Had the (unwelcome) opportunity to research refrigeration operation recently on my first trip in my 2552 since being parked for Covid all last year. Fired everything off at home a couple days early and everything worked fine--generator genned, water pump pumped, fridge cooled, water heater heated. Only after getting on the road and switching the fridge to propane did I note my slide out mounted fridge temp steadily increasing. Start/restart didn't help, so when the temp got to unusable levels, I stopped and fired the generator; fridge cooled back down immediately, so I kept the generator running until I made it to my son's house in Fort Collins, and plugged into his 50-amp service; the fridge continued to work great on electric power.
With no prior experience on the fridge, I started with the owner's manual and progressed to online research; I looked at a lot of forum entries and YouTube videos. The fridge would readily fire up on propane, and the flame looked kind of erratic but maybe OK?, but it just wouldn't cool. To make a long story short, what I finally found was a dirt dauber mud-ball inside the exhaust vent pipe that didn't have it completely obstructed but restricted the heat flow enough that it wasn't heating the ammonia/water mixture sufficiently in the boiler to allow the fridge to cool when fired on gas. The electric heat element had no such problem of course, so the unit worked fine on any electric source. As soon as I cleaned the vent out it worked perfectly. I have now applied insect screening to the inside of my upper and lower vents, so shouldn't have the problem reoccur.

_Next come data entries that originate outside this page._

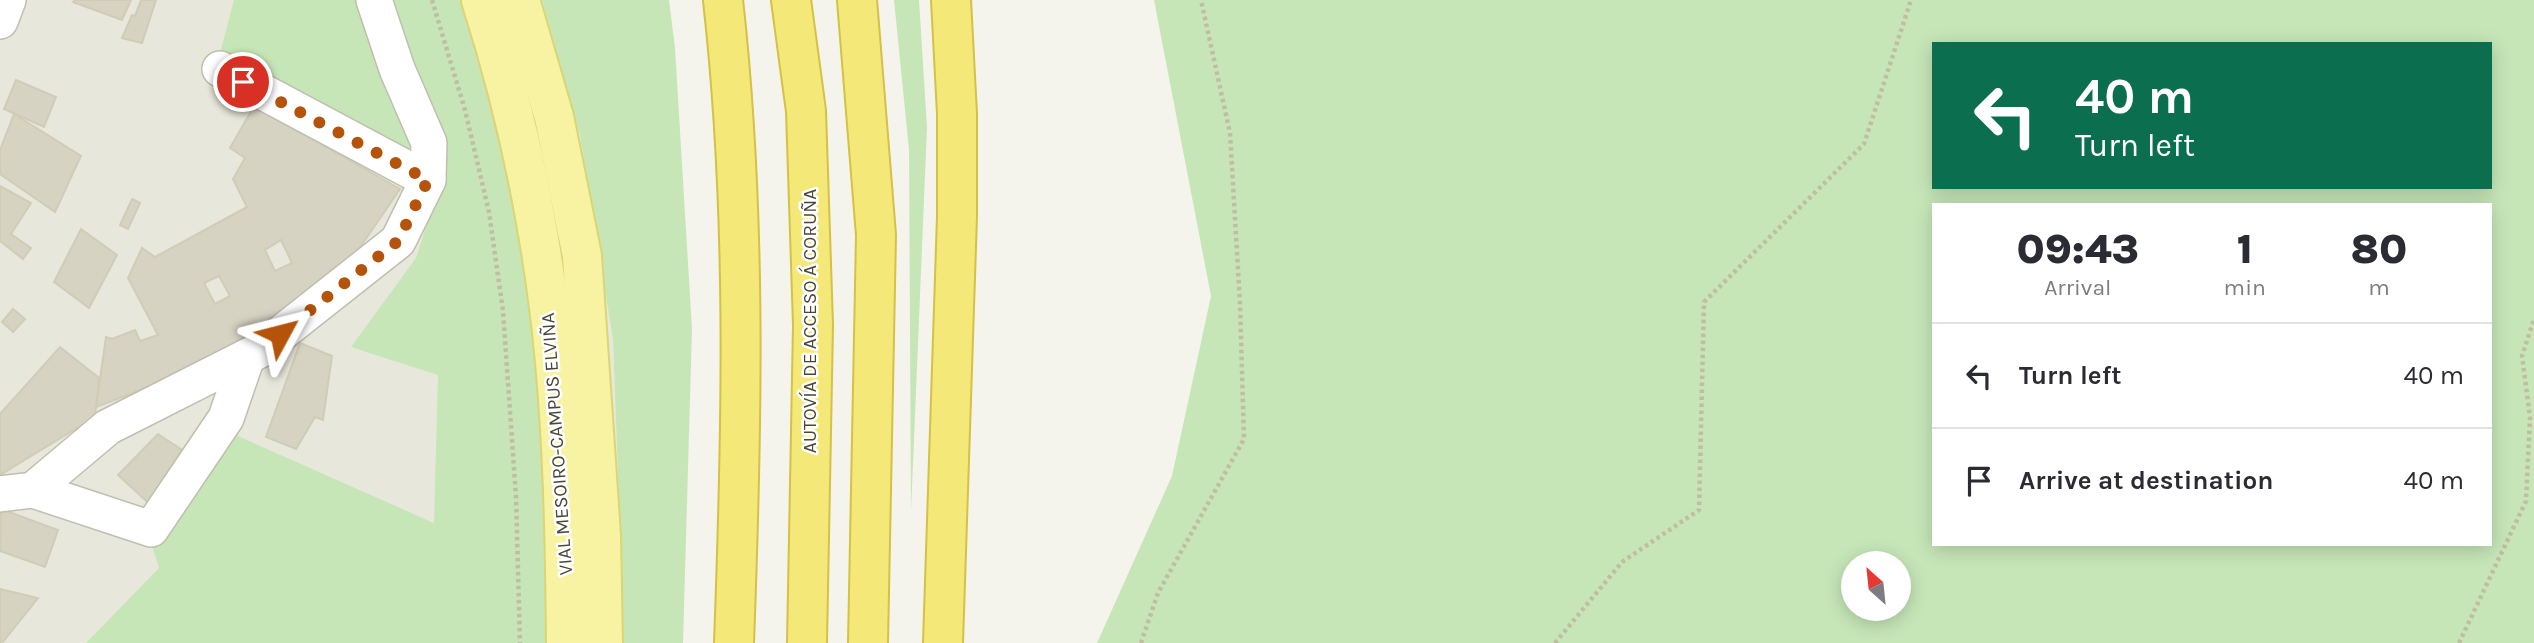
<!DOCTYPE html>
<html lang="en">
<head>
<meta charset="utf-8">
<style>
  :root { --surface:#fff; --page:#f2f2f3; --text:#2b2b33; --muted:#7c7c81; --line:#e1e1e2 }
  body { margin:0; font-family:Karla,sans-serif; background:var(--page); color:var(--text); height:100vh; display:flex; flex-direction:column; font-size:26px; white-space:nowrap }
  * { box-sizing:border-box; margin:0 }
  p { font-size:23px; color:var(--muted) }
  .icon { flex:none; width:38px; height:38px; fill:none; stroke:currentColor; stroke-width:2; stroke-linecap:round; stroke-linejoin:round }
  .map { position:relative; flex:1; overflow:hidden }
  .drawer { position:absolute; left:1932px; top:203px; width:560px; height:343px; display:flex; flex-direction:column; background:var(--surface); border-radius:0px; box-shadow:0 4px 18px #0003 }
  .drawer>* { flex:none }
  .banner { position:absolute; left:1932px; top:42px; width:560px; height:147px; border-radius:0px; box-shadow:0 4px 18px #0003; background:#0b6e4f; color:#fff; overflow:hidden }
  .needle { width:46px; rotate:333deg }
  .tools { position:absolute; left:1841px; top:551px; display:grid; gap:14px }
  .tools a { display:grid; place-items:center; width:70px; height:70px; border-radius:50%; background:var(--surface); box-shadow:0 4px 18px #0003; font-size:35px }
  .pin { position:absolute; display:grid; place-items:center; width:60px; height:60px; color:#fff; margin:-30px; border:4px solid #fff; border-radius:50%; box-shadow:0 2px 7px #0007 }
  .me { position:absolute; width:77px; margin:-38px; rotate:52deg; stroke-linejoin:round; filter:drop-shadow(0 0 5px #0008) }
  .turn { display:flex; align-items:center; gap:24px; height:147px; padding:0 28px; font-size:32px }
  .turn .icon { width:91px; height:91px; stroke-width:2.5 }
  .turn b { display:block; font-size:49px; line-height:60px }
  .eta { display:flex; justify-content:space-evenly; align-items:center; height:119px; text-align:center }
  .eta b { font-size:42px; font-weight:800; line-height:49px }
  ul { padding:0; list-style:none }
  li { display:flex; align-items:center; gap:21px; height:105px; padding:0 28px; border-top:2px solid var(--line) }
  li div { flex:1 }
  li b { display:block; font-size:26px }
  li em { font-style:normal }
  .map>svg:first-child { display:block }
</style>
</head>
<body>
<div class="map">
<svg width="2534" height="643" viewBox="0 0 2534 643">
  <rect width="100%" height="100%" fill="#f5f4ec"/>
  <path fill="#e8e7db" d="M0,0h542l38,136 33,204 11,303h-624z"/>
  <g fill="#c6e6b8" fill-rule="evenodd">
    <path d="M234,0h227c24,78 47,156 60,236 20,135 24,271 26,407h-461l73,-75 -8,-25 80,-110 203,90 4,-148 -87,-28 65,-89 27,-83 -225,-114z"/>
    <path d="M542,0h127l6,48 17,281 -9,314h-59l-11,-303 -33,-204z"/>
    <path d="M894,0h25l8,128 -16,384 -2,-362z"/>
    <path d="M1154,0h1380v643h-1437l75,-167 39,-180zM1934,44h556v143h-556zM1934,205h556v339h-556zM1853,564h46v45h-46z"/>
  </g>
  <g fill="#d6d3c2" stroke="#d0ccb6" stroke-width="2" fill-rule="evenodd">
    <path d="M75,0h56l-9,20 -49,-18z"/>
    <path d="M141,0h15l-14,43 -20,-5 10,-23 3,1z"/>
    <path d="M16,80l40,17 -12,30 -40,-18z"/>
    <path d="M254,106l146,83 -48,70 -72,60 -118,63 -66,25 10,-70 6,2 23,-9 5,11 18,-6 -30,-57 14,-30 13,9 92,-50 -14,-28 12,-21 -15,-10zM281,240l11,23 -17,8 -10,-21zM219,276l11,20 -15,8 -11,-21z"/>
    <path d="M14,114l67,42 -26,56 -55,-38v-24z"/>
    <path d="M0,186l31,17 -20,31 20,14 -8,11 -23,-18z"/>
    <path d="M132,199l8,4 -12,26 -8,-4z"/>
    <path d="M81,229l36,26 -28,53 -35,-26z"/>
    <path d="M13,309l12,10 -12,13 -11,-10z"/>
    <path d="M300,343l32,13 -9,64 -8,-3 -19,32 -30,-12z"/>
    <path d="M60,347l39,31 -4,39 -95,58v-61z"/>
    <path d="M158,434l33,22 -38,51 -35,-32z"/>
    <path d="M1,509l57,21 -13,37 -45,-16z"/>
    <path d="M0,589l38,9 -36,45h-2z"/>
  </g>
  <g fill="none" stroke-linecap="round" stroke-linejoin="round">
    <defs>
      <g id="street">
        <path d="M0,21l8,-21"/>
        <path d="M220,69l208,111"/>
        <path d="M33,490l118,39 75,-111 21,-61"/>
        <path d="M0,494l33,-4 75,-63 152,-77 138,-109 30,-61 1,-37 -32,-74 -23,-69"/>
      </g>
      <g id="primary">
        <path d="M481,0c33,103 56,208 69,315 13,109 15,219 16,328"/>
        <path d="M520,0l34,117 28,139 19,279 2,108"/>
      </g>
      <g id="highway">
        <path d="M723,0c24,214 19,428 11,643"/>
        <path d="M791,0l15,111 7,214 -6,318"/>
        <path d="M857,0l19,235 -8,408"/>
        <path d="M943,643l14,-427v-102l-6,-114"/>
      </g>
    </defs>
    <use href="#street" stroke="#c0beaf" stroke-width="38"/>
    <use href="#primary" stroke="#dcd573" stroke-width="42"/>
    <use href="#highway" stroke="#d3c148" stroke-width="42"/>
    <g stroke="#c1bda1" stroke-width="4.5" stroke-dasharray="3.5 3.5" stroke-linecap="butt">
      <path d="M432,0l33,110 24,102 14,99 13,186 4,146"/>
      <path d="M1141,643l17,-50 86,-154 -4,-136 -10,-170 -29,-133"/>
      <path d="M1555,643l67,-81 77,-52 5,-208 160,-158 47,-144"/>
      <path d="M2459,643l67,-142 4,-84 -8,-61 12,-37"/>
    </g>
    <use href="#street" stroke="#fff" stroke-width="35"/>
    <use href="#primary" stroke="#f7f3a3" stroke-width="38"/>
    <use href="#highway" stroke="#f4e878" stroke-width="38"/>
  </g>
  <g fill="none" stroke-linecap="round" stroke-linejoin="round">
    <path stroke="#b45309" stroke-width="12" stroke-dasharray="0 21.6" d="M243,82l185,98 -30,61 -118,93"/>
  </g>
  <g text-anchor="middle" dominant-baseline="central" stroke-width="5" stroke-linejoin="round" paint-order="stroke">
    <g font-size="19" fill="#49473a" stroke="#fff">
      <text transform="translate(810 321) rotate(-90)">AUTOVÍA DE ACCESO Á CORUÑA</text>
      <text transform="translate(557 444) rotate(-94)">VIAL MESOIRO-CAMPUS ELVIÑA</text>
    </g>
  </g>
</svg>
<div class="tools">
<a><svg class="needle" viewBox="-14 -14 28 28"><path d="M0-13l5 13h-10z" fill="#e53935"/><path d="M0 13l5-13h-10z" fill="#7c7c81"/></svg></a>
</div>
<div class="pin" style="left:243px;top:82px;background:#d93025"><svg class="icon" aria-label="arrive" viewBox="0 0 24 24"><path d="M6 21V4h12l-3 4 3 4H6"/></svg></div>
<svg class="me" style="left:280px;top:334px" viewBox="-20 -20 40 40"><path d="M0-17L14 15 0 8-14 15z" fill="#b45309" stroke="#fff" stroke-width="4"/></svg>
<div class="banner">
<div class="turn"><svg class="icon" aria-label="left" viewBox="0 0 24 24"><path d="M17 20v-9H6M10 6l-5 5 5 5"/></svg><div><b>40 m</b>Turn left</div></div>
</div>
<section class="drawer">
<div class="eta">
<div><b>09:43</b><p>Arrival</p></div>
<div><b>1</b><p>min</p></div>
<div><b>80</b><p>m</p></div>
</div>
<ul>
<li><svg class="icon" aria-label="left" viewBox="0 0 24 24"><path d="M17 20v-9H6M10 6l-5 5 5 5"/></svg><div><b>Turn left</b></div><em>40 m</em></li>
<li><svg class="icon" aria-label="arrive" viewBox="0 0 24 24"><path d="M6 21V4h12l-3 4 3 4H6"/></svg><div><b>Arrive at destination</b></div><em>40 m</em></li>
</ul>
</section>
</div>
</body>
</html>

A couple of things I turned up during my research that are relevant to this thread is that, as noted in earlier posts, a lot of effort is directed to obtaining air flow into the bottom and out of the top vent. The whole purpose is to maximize air flow through the condenser coil that is located inside the top vent. Most RV manufacturers install a baffle (the one Phoenix installs is made of thin plywood) to attempt to direct air flow through the coil--and the guidance on this is that if there is no baffle you should fabricate one (sheet metal is suggested) and the more you can constrict air flow directly through the condenser the better. The other issue is the supplemental fan--and again, most RV manufacturers install one (or two). To address Ron's question, the guidance I found is that the fan should be installed midway between the bottom and top vents--not at the bottom and not at the top. (Midway is where Phoenix installed the single fan in my unit). I'm not sure why that placement was considered important, but the most authoritative discussions I found were adamant that the fan(s) should be at the midpoint.